If you are on social media, and you are not learning, not laughing, not being inspired or not networking, then you are using it wrong.―Germany Kent (journalist, author, actress, businesswoman, model, producer, activist and philanthropist)
Younger generations like Millennials, are very connected to technology and social media; it is a primary source of information for this group. If Unity is going to serve and attract this demographic, we have to meet them where they are and deliver our Truth teachings to them in a way they can hear.
Millennials are typically considered to be the population born between 1980 and 2000, and make up roughly 25% of the population, and they are 2.5 times more likely to be early adopters of new technology than other generations. Millennials use the Internet and social media extensively, interacting regularly through Facebook, Instagram, Twitter, Snapchat and other online tools, often from their smart phones.
Contrary to popular belief, we (Millennials) can’t be won back with hipper worship bands, fancy coffee shops, or pastors who wear skinny jeans.―Rachel Held Evans (Christian columnist, blogger and author)
According to the Pew Research Center, more than a third of this demographic respond “none” on surveys when asked about their religious affiliation. But that does not necessarily mean they are atheists. There is an increase in religiously unaffiliated Millennials who still claim to believe in God, even praying regularly, and many of these call themselves “spiritual but not religious.” This generation is very consumer-oriented and accustomed to having choices. They tend to approach spirituality in the same way—by sampling and trying different options.
They also have access to a lot of information and can research and learn about multiple religions, picking and choosing what best suits them and their current situation. This can be both liberating and paralyzing at the same time. However, they want to be a part of something larger and desire a spiritual option that is holistic. They are attracted to organizations that are environmentally and socially conscious and offer them opportunities to enhance their lives mentally, physically and spiritually.
Much of this age group is in a transitional time in their lives; venturing out into a world of new places and new people and feeling disconnected from the support system they were accustomed to at home. It is natural for this generation to take time away from going to church during this transition, but having a community to come back to is still important. Research studies show that college students who are supported spiritually to practice their faith while in college have greater academic success. We also see young adults coming back to church when they get married or have children. They seek out a spiritual community, looking for a place where their kids can be nurtured and supported and they can receive support from other, spiritually-minded parents.
Whether away from home at college, just starting their lives in a new place, or juggling the demands of a career or a family, a traditional church format may not always meet the needs of this population. Past Youth of Unity (YOU) often find themselves located in places where there is no Unity or only a very small presence that cannot offer them any opportunity to connect with others their age or appropriate ways to get involved in the community. They may not have transportation to visit the closest Unity, or Sunday morning services may not be convenient. In these situations they are missing out on being part of a spiritual community and this lack of access may come at the exact time when they can benefit the most from what Unity has to offer.
This age group is generally open and interactive in their approach to spiritual exploration.
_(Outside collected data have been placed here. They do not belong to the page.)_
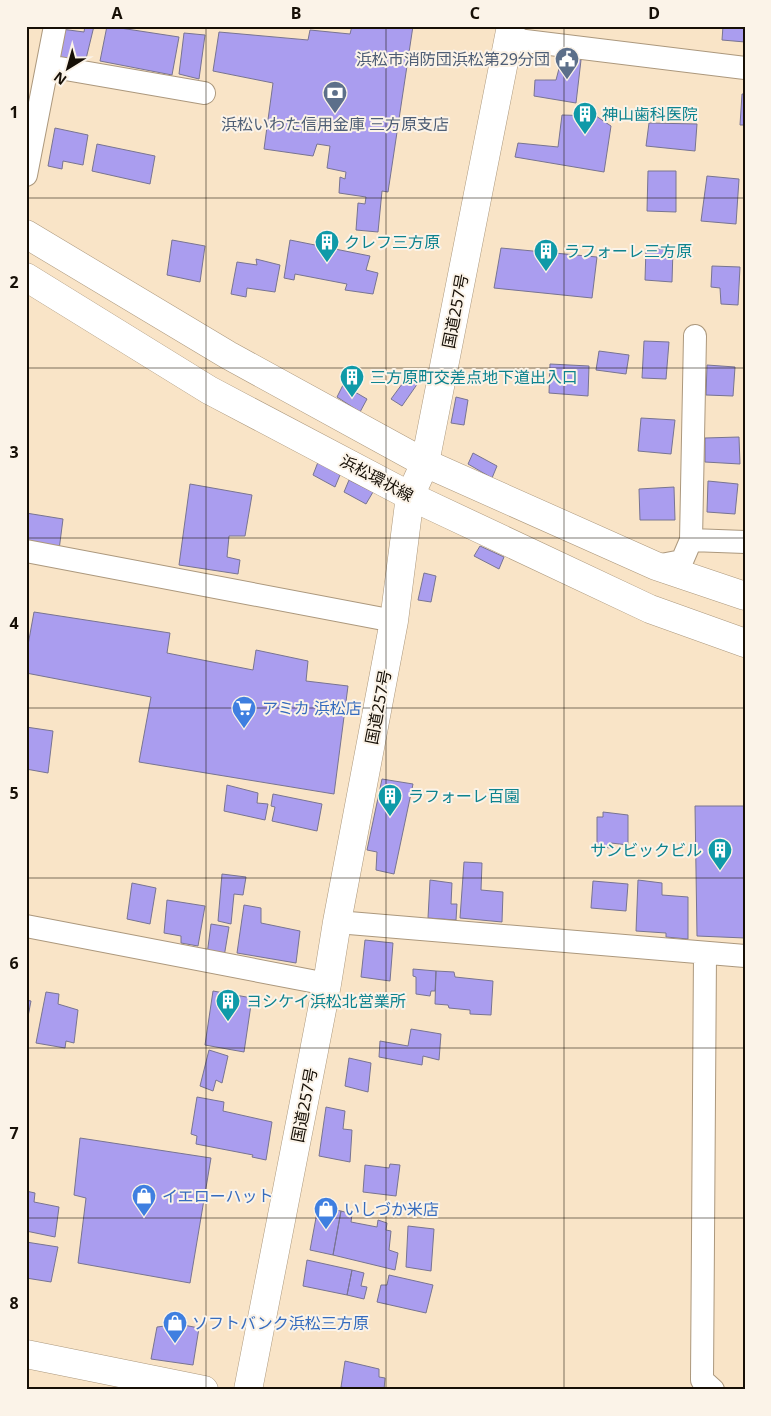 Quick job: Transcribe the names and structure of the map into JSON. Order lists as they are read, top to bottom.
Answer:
{
  "streets": {
    "main road": ["国道257号", "浜松環状線"]
  },
  "crossings": [
    ["国道257号", "浜松環状線"]
  ],
  "places": {
    "public building": ["浜松市消防団浜松第29分団"],
    "bank": ["浜松いわた信用金庫 三方原支店"],
    "building": [
      "神山歯科医院",
      "クレフ三方原",
      "ラフォーレ三方原",
      "三方原町交差点地下道出入口",
      "ラフォーレ百園",
      "サンビックビル",
      "ヨシケイ浜松北営業所"
    ],
    "supermarket": ["アミカ 浜松店"],
    "shop": ["イエローハット", "いしづか米店", "ソフトバンク浜松三方原"]
  },
  "north": "bottom left",
  "grid": {
    "columns": [
      "A",
      "B",
      "C",
      "D"
    ],
    "rows": [
      "1",
      "2",
      "3",
      "4",
      "5",
      "6",
      "7",
      "8"
    ]
  }
} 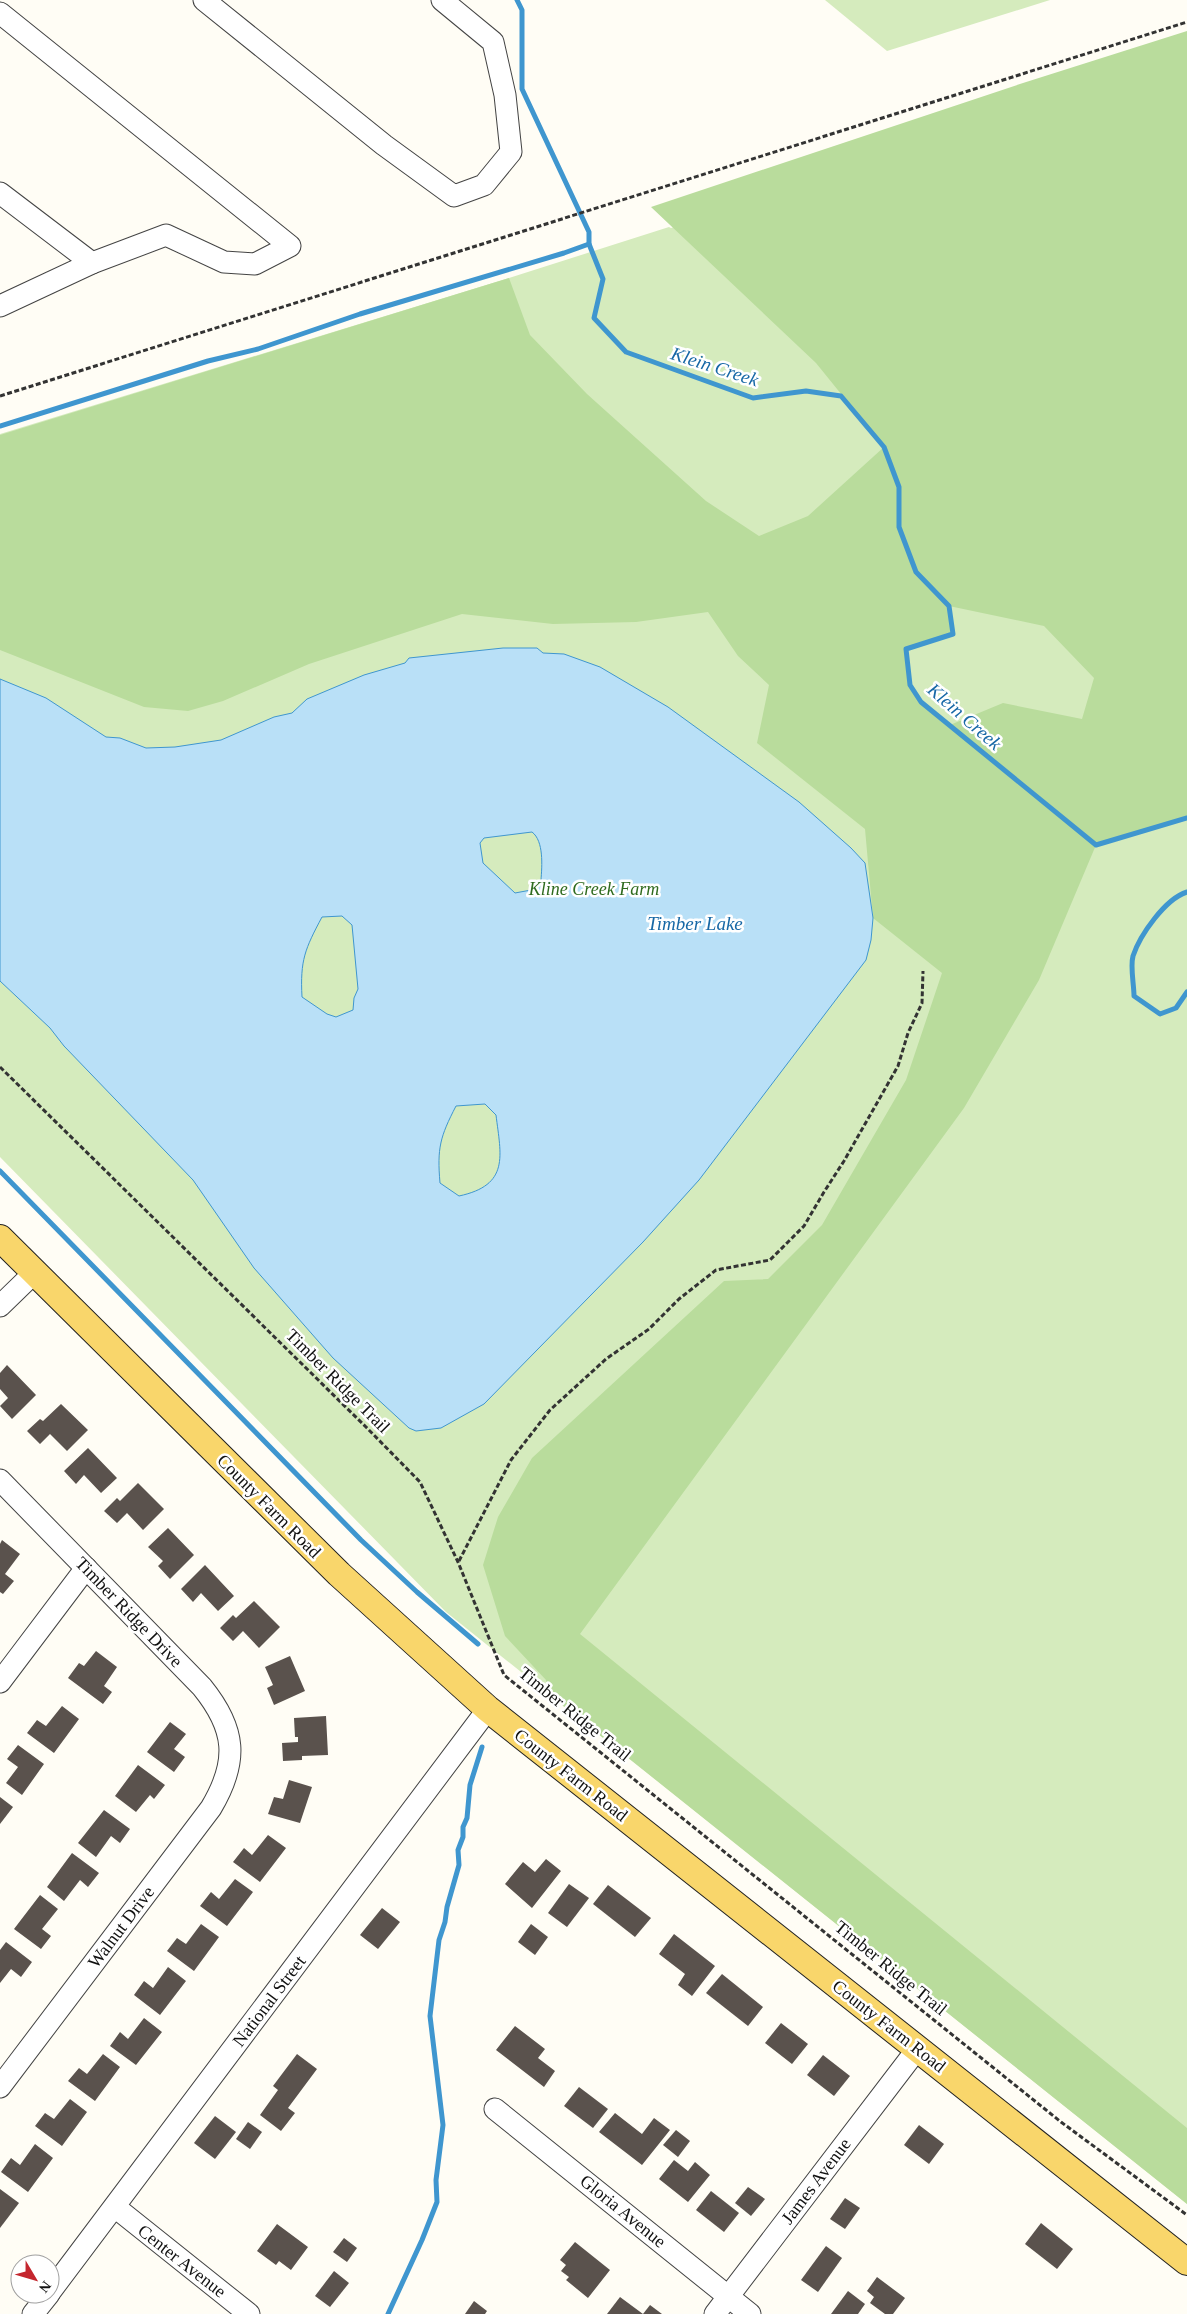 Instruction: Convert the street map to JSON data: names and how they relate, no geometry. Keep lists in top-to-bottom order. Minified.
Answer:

They often search for spiritual experiences independently, often in the form of Eastern traditions such as yoga, meditation, and other practices they can engage in autonomously. They may not understand the importance of community in their spiritual practice. However, millennials tend to be naturally social, and will look for community in other ways. Online interaction and social media are a common way for them to feel connected, but this may not necessarily be at a spiritual level. So why not leverage this format and find ways to provide Unity-based content and social interaction through the use of a “virtual community” accessible online?
An online format for Next Generation Unity (NGU) can be the perfect solution for offering connection regardless of location, provide spiritual content and opportunities for spiritual exploration, while also providing a sense of “community.” An online format will also provide a central place where all Unity communities can reach out to this age group to offer mentorship and support, leadership opportunities, and hear about what these young adults are doing and how they are using their gifts to benefit others.
Finding a balance between technology and community can be challenging, but through the use of web-based tools such as Webinars and Live Video Conferencing, we can create programs that offer real-time, interactive activities in addition to providing information on a website or a social media group page. By using a format that is familiar, comfortable and accessible for this population, we can build an NGU program that will sustain existing connections while also creating new ones. The best thing about creating an online program for this generation is that they have a lot of knowledge about social media and online tools. We only need to encourage them to use their skills and knowledge in co-creating a virtual community for the benefit of all young adults and offer them our loving support and mentorship.
If we truly want our Unity youth to stay connected after YOU and encourage other young adults to explore Unity, we need to offer them opportunities to step into leadership roles, give them ways to become involved in their church and community, and offer them the resources so that they can find new and creative ways to share their experiences with each other and stay connected. A virtual program accessible online from wherever they are might be a great start!